News India Delhi court grants bail to businessman Navneet Kalra in oxygen concentrator black-marketing case

Delhi court grants bail to businessman Navneet Kalra in oxygen concentrator black-marketing case

A Delhi court on Saturday granted bail to businessman Navneet Kalra in the oxygen concentrator black-marketing case, saying that he has clean antecedents and will not tamper with the evidence. 

navneet kalra, oxygen concentrator black-marketing case Image Source : PTIDelhi Police's Crime Branch brings Navneet Kalra for interrogation in connection with alleged black marketing of oxygen concentrators, at his Khan Chacha restaurant in New Delhi.

A Delhi court on Saturday granted bail to businessman Navneet Kalra in the oxygen concentrator black-marketing case, saying that he has clean antecedents and will not tamper with the evidence.
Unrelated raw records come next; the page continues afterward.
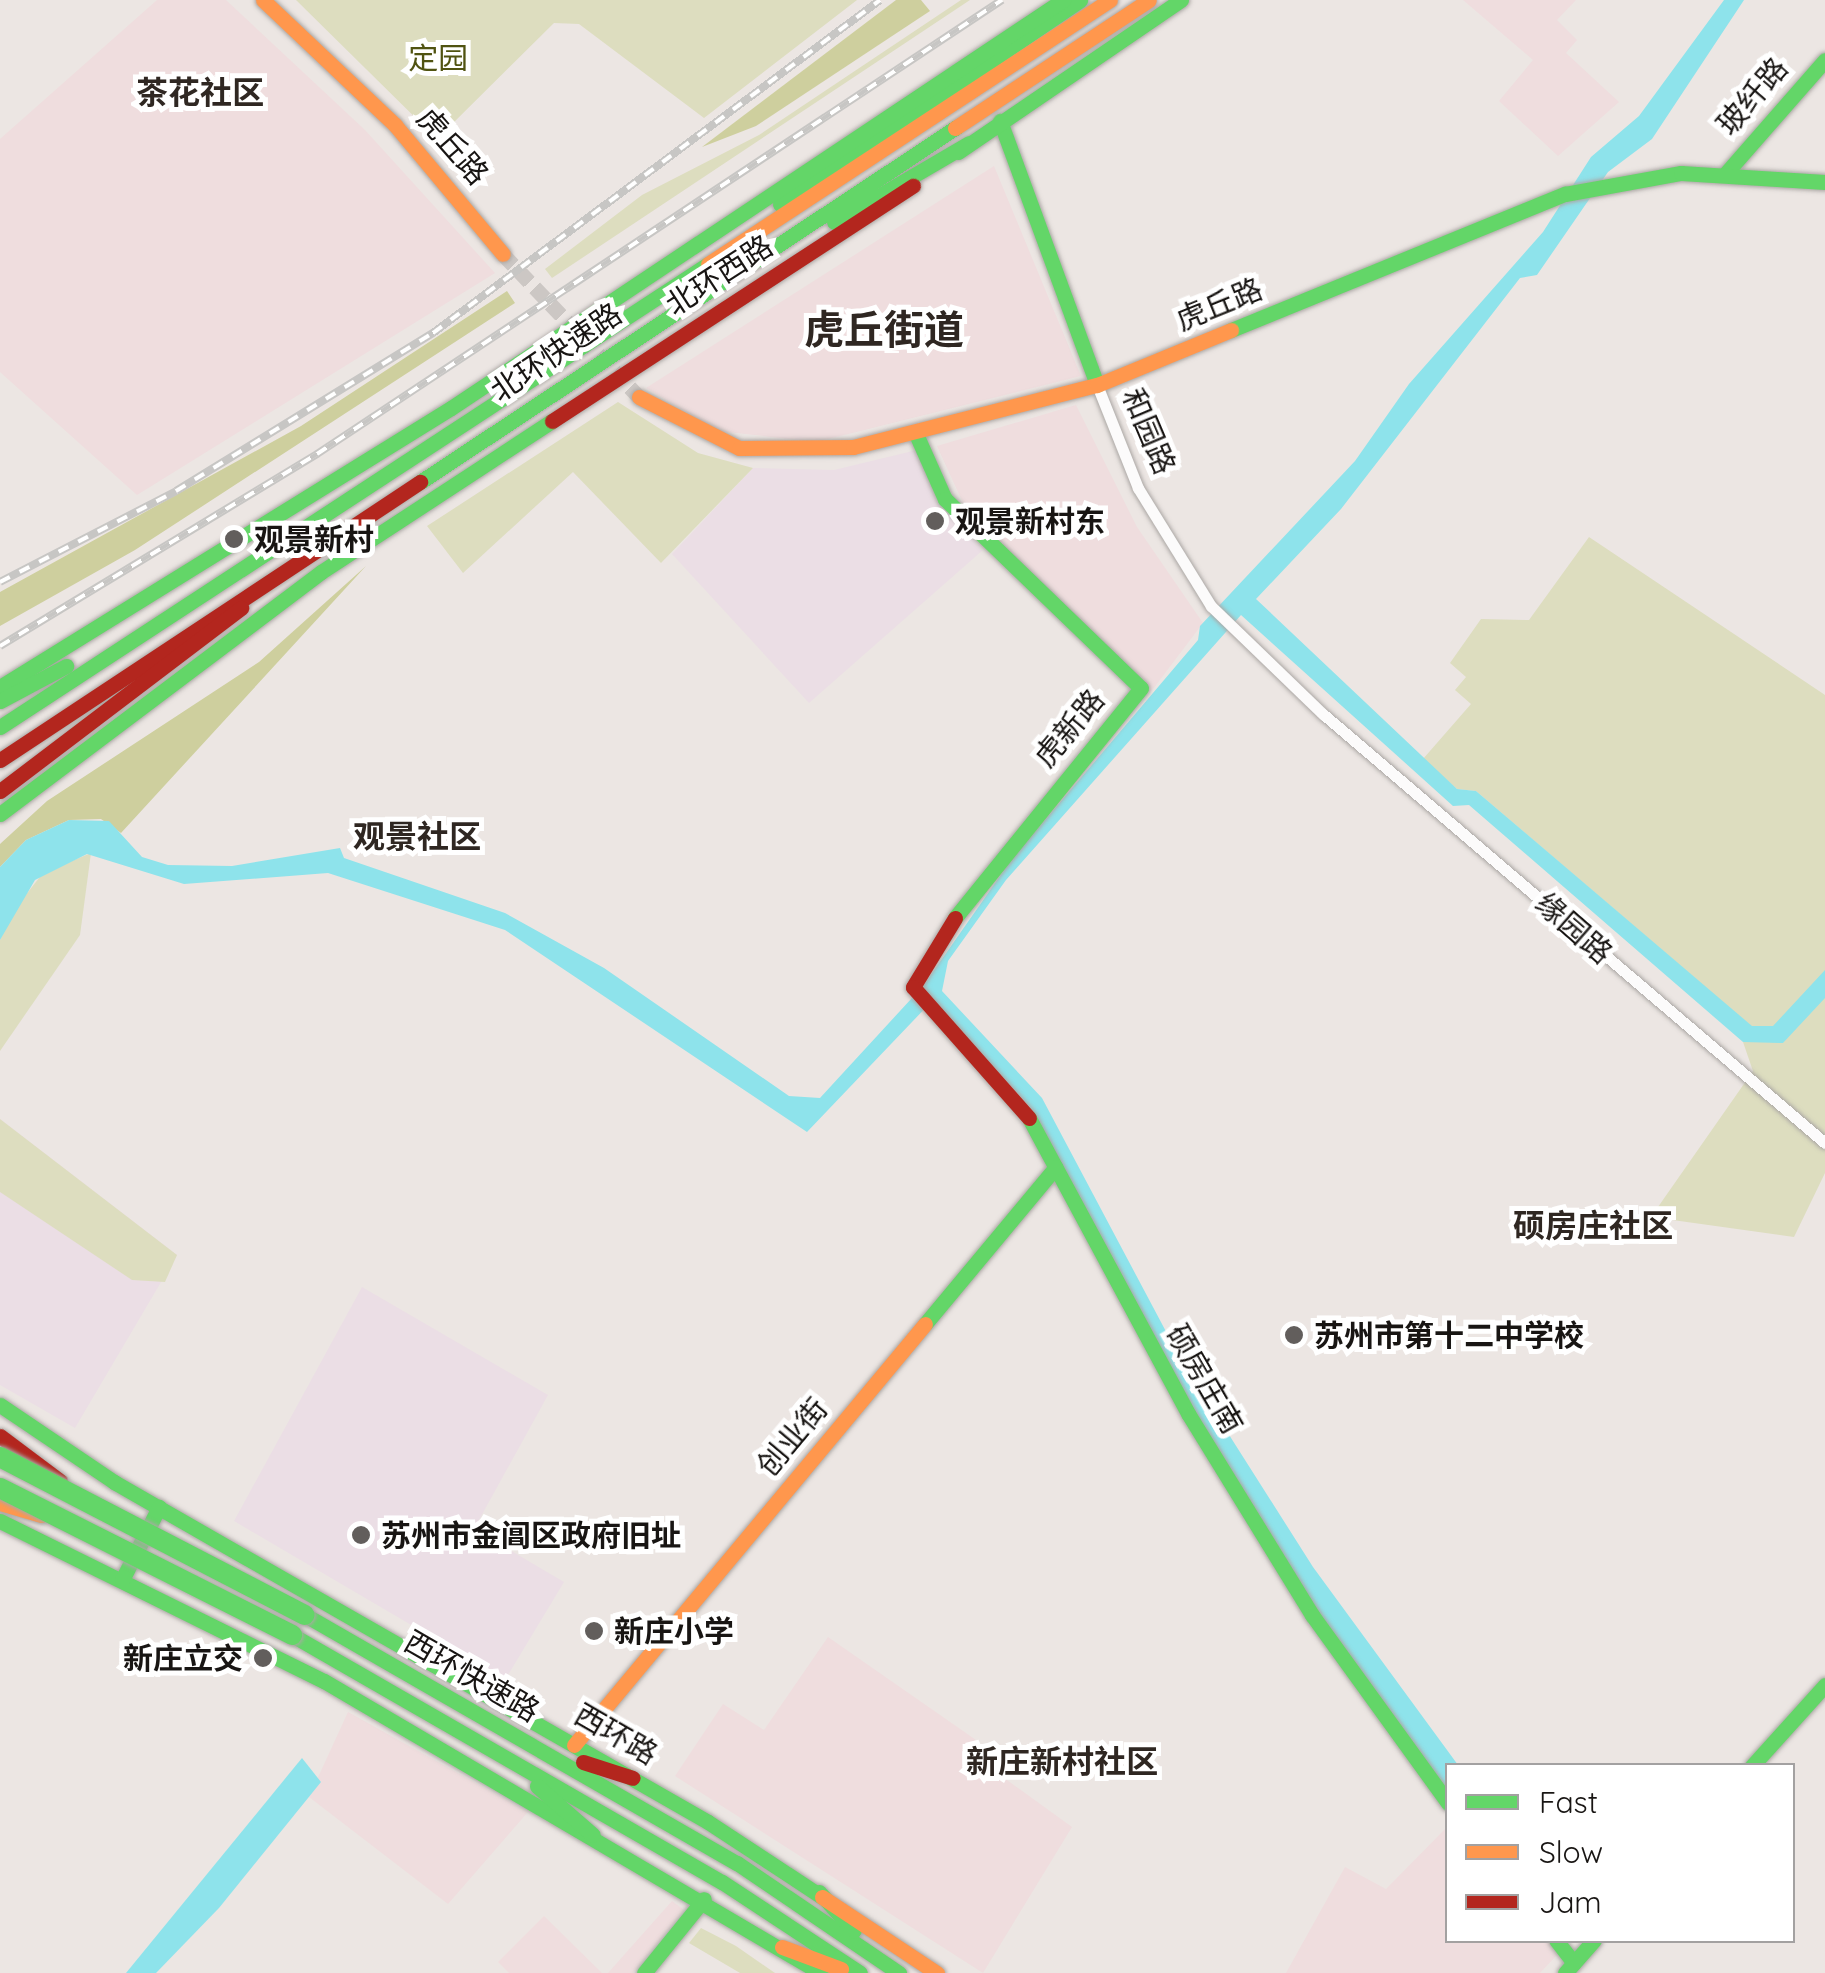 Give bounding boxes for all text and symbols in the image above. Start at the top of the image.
park label: 定园 [408,40,468,76]
street label: 玻纤路 [1709,50,1795,142]
district label: 茶花社区 [136,73,264,111]
street label: 虎丘路 [410,100,496,192]
street label: 北环西路 [659,227,779,323]
street label: 虎丘路 [1171,270,1267,338]
street label: 北环快速路 [484,295,628,409]
district label: 虎丘街道 [804,305,964,353]
street label: 和园路 [1115,383,1183,479]
place label: 观景新村东 [955,503,1105,539]
marker: 观景新村东 [924,510,946,532]
place label: 观景新村 [254,521,374,557]
marker: 观景新村 [223,528,245,550]
street label: 虎新路 [1026,682,1112,774]
district label: 观景社区 [353,817,481,855]
street label: 缘园路 [1528,885,1620,971]
district label: 硕房庄社区 [1513,1206,1673,1244]
place label: 苏州市第十二中学校 [1314,1317,1584,1353]
street label: 硕房庄南 [1159,1318,1251,1440]
marker: 苏州市第十二中学校 [1283,1324,1305,1346]
street label: 创业街 [749,1391,835,1483]
place label: 苏州市金阊区政府旧址 [381,1517,681,1553]
marker: 苏州市金阊区政府旧址 [350,1524,372,1546]
place label: 新庄小学 [614,1613,734,1649]
marker: 新庄小学 [583,1620,605,1642]
street label: 西环快速路 [398,1623,546,1729]
place label: 新庄立交 [123,1640,243,1676]
marker: 新庄立交 [252,1647,274,1669]
street label: 西环路 [568,1696,664,1772]
district label: 新庄新村社区 [966,1742,1158,1780]
legend [1445,1763,1795,1943]
text: Fast [1539,1783,1598,1821]
text: Slow [1539,1833,1603,1871]
text: Jam [1539,1883,1602,1921] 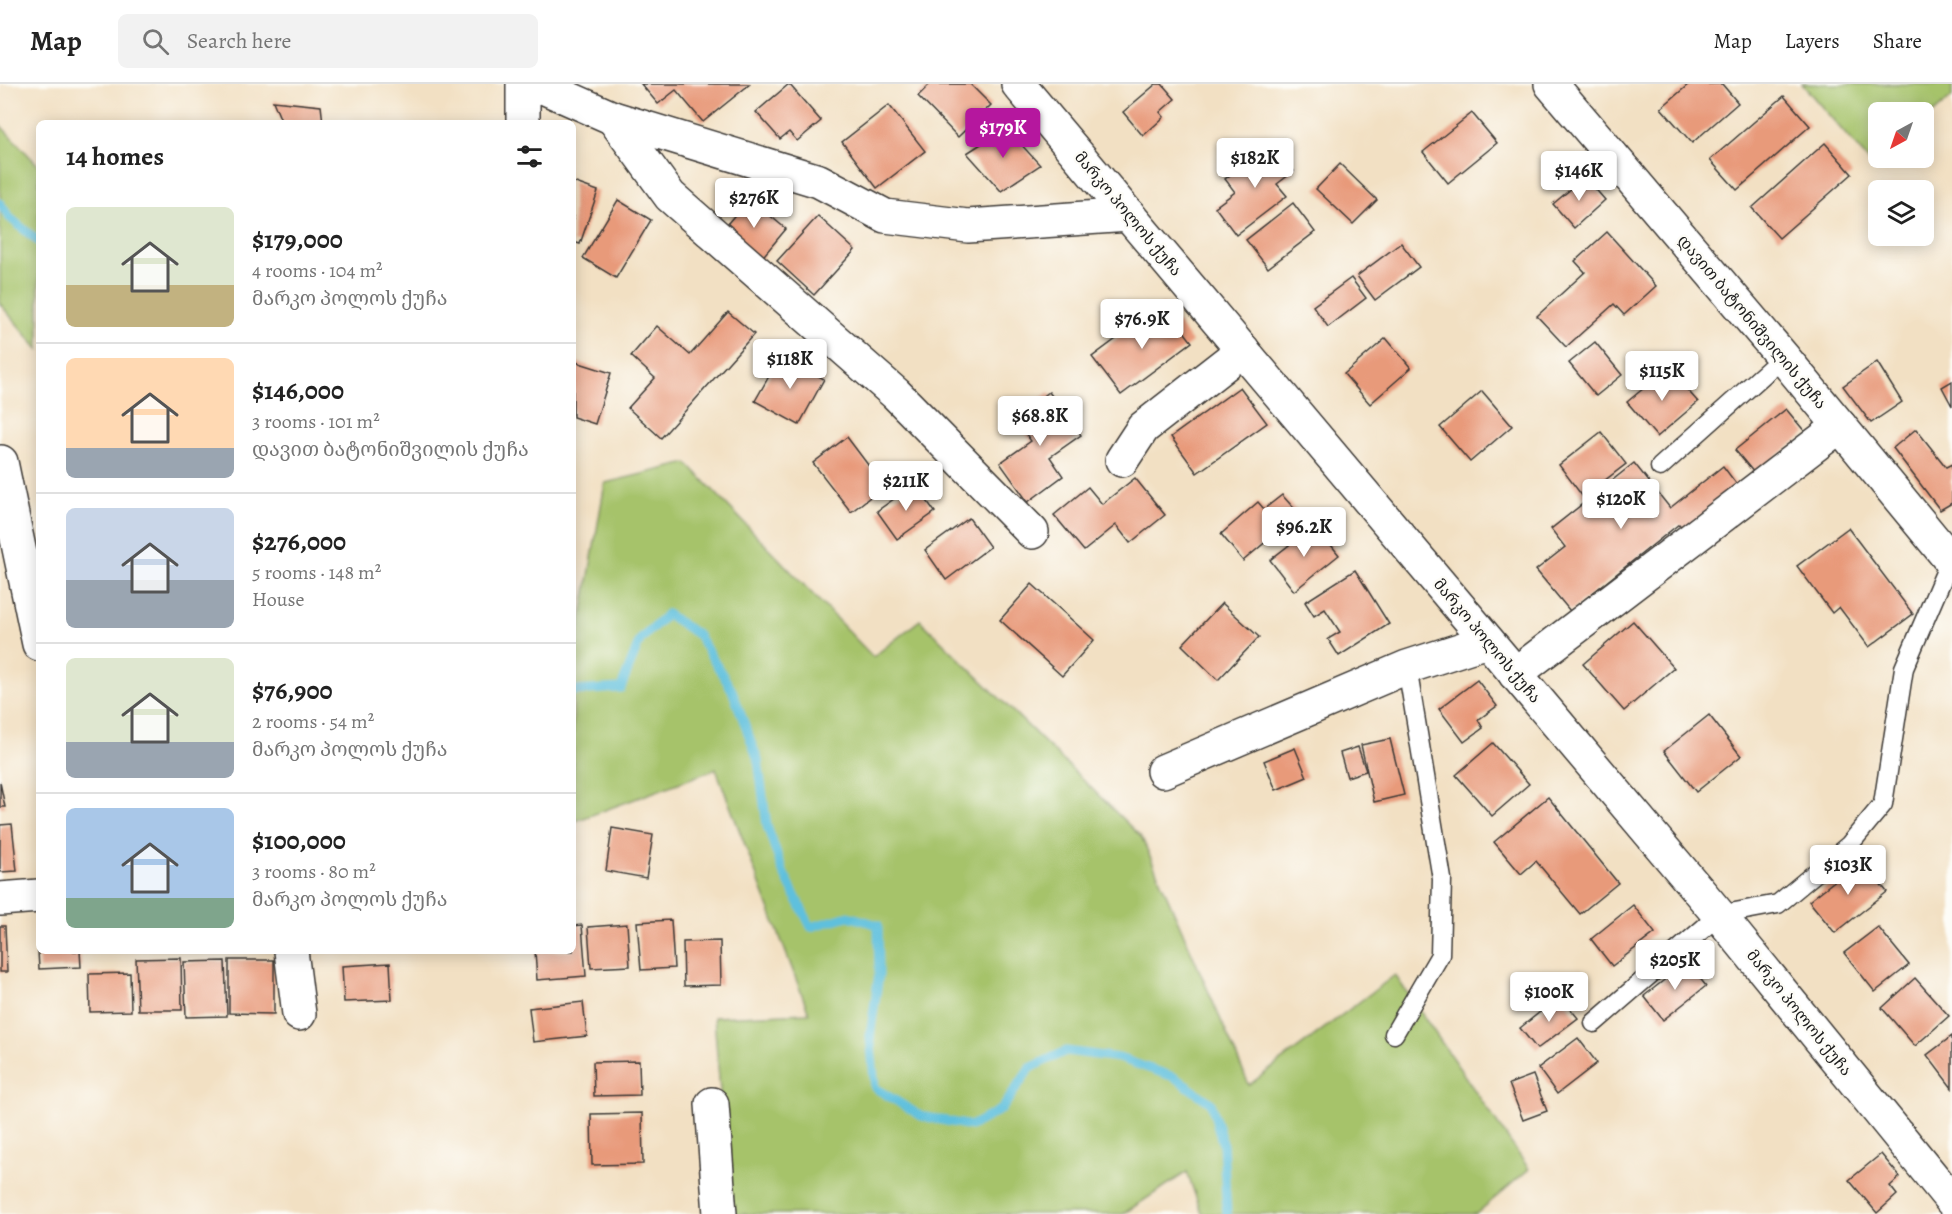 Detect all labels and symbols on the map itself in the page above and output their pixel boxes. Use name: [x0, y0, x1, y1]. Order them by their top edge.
north arrow: [1868, 102, 1934, 168]
pin: $179K: [961, 108, 1045, 159]
pin: $182K: [1213, 138, 1297, 189]
street label: მარკო პოლოს ქუჩა: [1069, 147, 1187, 281]
pin: $146K: [1537, 151, 1621, 202]
pin: $276K: [712, 178, 796, 229]
street label: დავით ბატონიშვილის ქუჩა: [1672, 230, 1832, 414]
pin: $76.9K: [1093, 299, 1191, 350]
pin: $118K: [748, 339, 832, 390]
pin: $115K: [1620, 351, 1704, 402]
pin: $68.8K: [991, 396, 1089, 447]
pin: $211K: [864, 461, 948, 512]
pin: $120K: [1579, 479, 1663, 530]
pin: $96.2K: [1255, 507, 1353, 558]
street label: მარკო პოლოს ქუჩა: [1428, 574, 1546, 708]
pin: $103K: [1806, 845, 1890, 896]
pin: $205K: [1633, 940, 1717, 991]
street label: მარკო პოლოს ქუჩა: [1741, 945, 1857, 1081]
pin: $100K: [1507, 972, 1591, 1023] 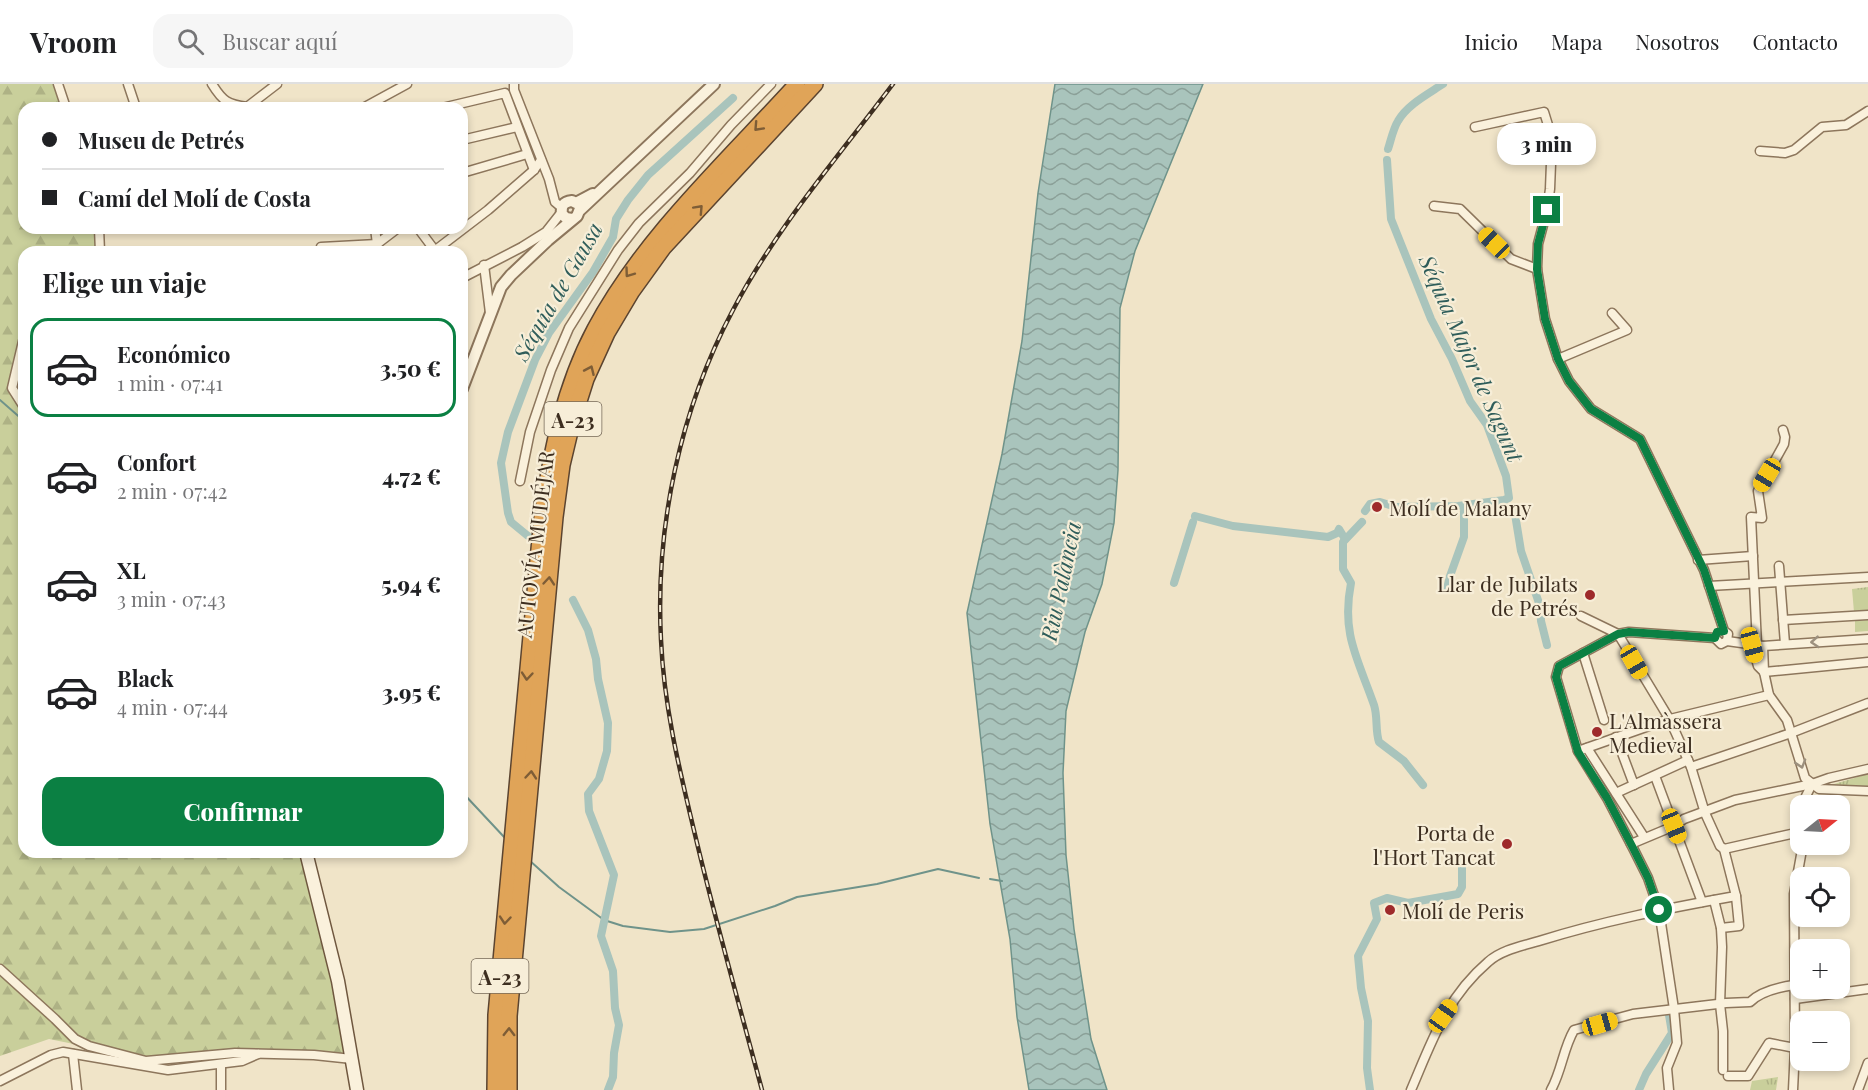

During a recent raid amid the second wave of the coronavirus pandemic, 524 oxygen concentrators were recovered from Khan Chacha, Town Hall and Nege & Ju restaurants owned by Kalra in the national capital.

Chief Metropolitan Magistrate Arun Kumar Garg has directed the accused not to contact the customers to whom he had sold the concentrators and not to tamper with evidence or influence the witnesses.

Kalra, who is accused of black-marketing the critical medical devices, has also been directed to join the investigation as and when called by the police and furnish personal bond and two surety bonds of Rs one lakh each. 

"Apparently accused is having clean antecedents, in as much as, no previous involvement of the accused in any criminal case has been reported. No purpose will be served by keeping the accused behind bars,” stated the Chief Metropolitan Magistrate.

Further, the judge stated that there is no material supporting the “bald averment” of the prosecution that Kalra may influence the witnesses.

Since all the relevant documents have already been seized from Kalra's possession, there is no substance in the plea of the state that the accused may tamper with the evidence, the 23-page court order stated.

The magistrate, however, said that prima facie the accused was involved in commission of offences such as cheating under the Indian Penal Code and other sections under the Essential Commodities Act, both of which are punishable with imprisonment up to seven years.

During the hearing on the bail plea, Additional Public Prosecutor Atul Shrivastava, representing the Delhi Police, told the court that the businessman committed a white-collar crime and made profit by selling medical devices at exorbitant price to those on death beds.

Kalra's lawyers, senior advocate Vikas Pahwa and advocate Vineet Malhotra, opposed the contentions of the police and said that their client is being made a scapegoat and had no criminal intent to cheat people as he sold the oxygen concentrators to merely help family and friends amid the pandemic.

The businessman was nabbed from Gurugram on May 16 and formally arrested the next day. He had been on the run ever since the police raided his restaurants and seized the medical devices. A court had later sent him to judicial custody till June 3.

The police claimed that the concentrators were imported from China and were being sold at an exorbitant price of Rs 50,000 to 70,000 a piece as against its cost of Rs 16,000 to Rs 22,000.